Before you spend any money on ingredients, equipment, renting a premises etc., make sure to do some market research in your local area. Experts estimate that 1% of the population in Ireland has coeliac disease but this figure includes those that are yet to be diagnosed.
Check out shops, supermarkets and health shops to see if they are willing to purchase products from you. Pay a visit to restaurants, delicatessens, cafés, nursing homes etc. and maybe offer to provide them with some complimentary samples of your products. If they sell, you may be on your way to getting an order from them.
Local farmer markets are also a good venue to sell gluten-free products. Look into how you can go about getting a stall at one close to you.
Make contact with your local Enviromental Health Officer. They will inspect your premises and will give you invaluable information with regard to legislation, cross-contamination issues and advice on testing for gluten-free products.
The FSAI have compiled Guidance Notes (red booklet) to help with labelling, understanding cross-contamination and provides information on gluten analysis. A hardcopy of this booklet is available from the Food Safety Authority of Ireland.

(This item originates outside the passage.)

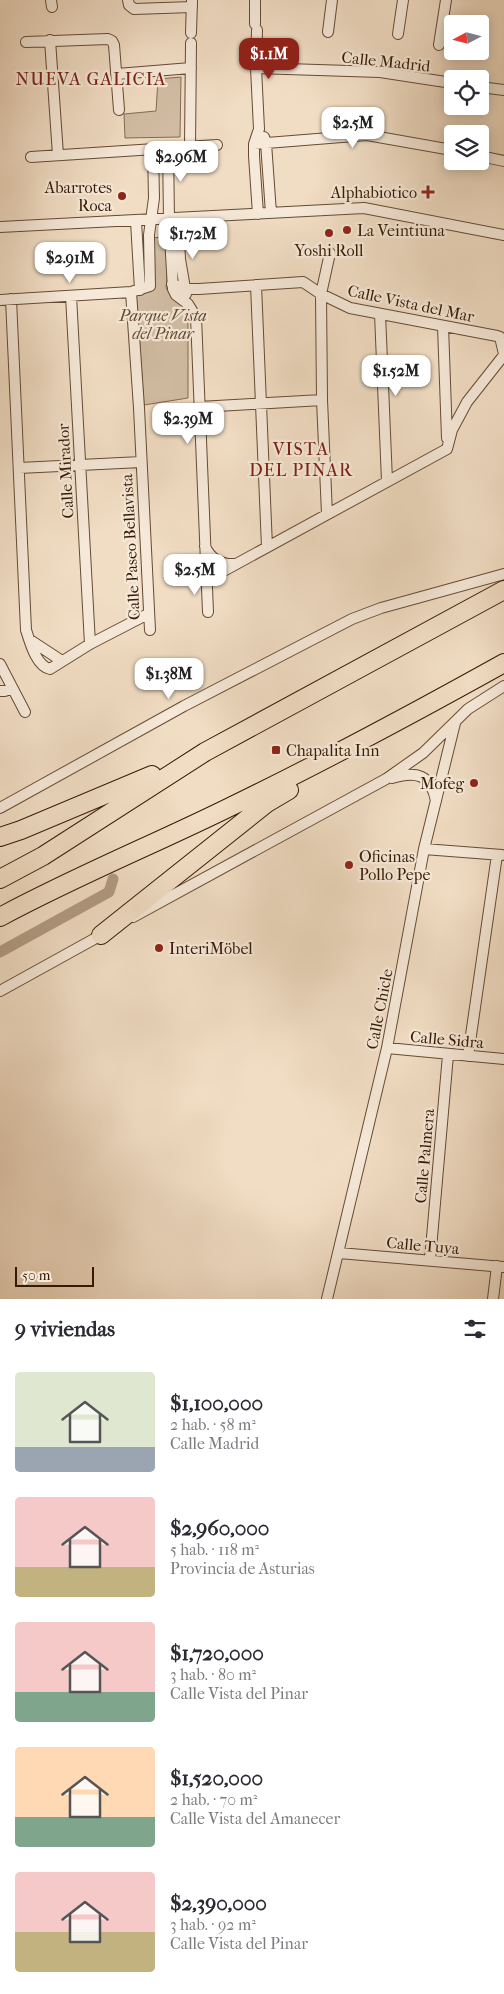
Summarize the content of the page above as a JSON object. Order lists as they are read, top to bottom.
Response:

Once you have decided on the products that you intend to make source reliable suppliers for your ingredients. Ensure your ingredients are definitely gluten-free – look for a certificate of gluten analysis from the supplier.
The Food List will give you a comprehensive list of retail products that are gluten free. The Society also publishes a Catering Booklet which will provide information on catering foodstuffs plus gives contact details for suppliers.
Once you have your product developed, suppliers in place and premises inspected by the Environmental Health Officer you can submit your product for inclusion in the next Food List.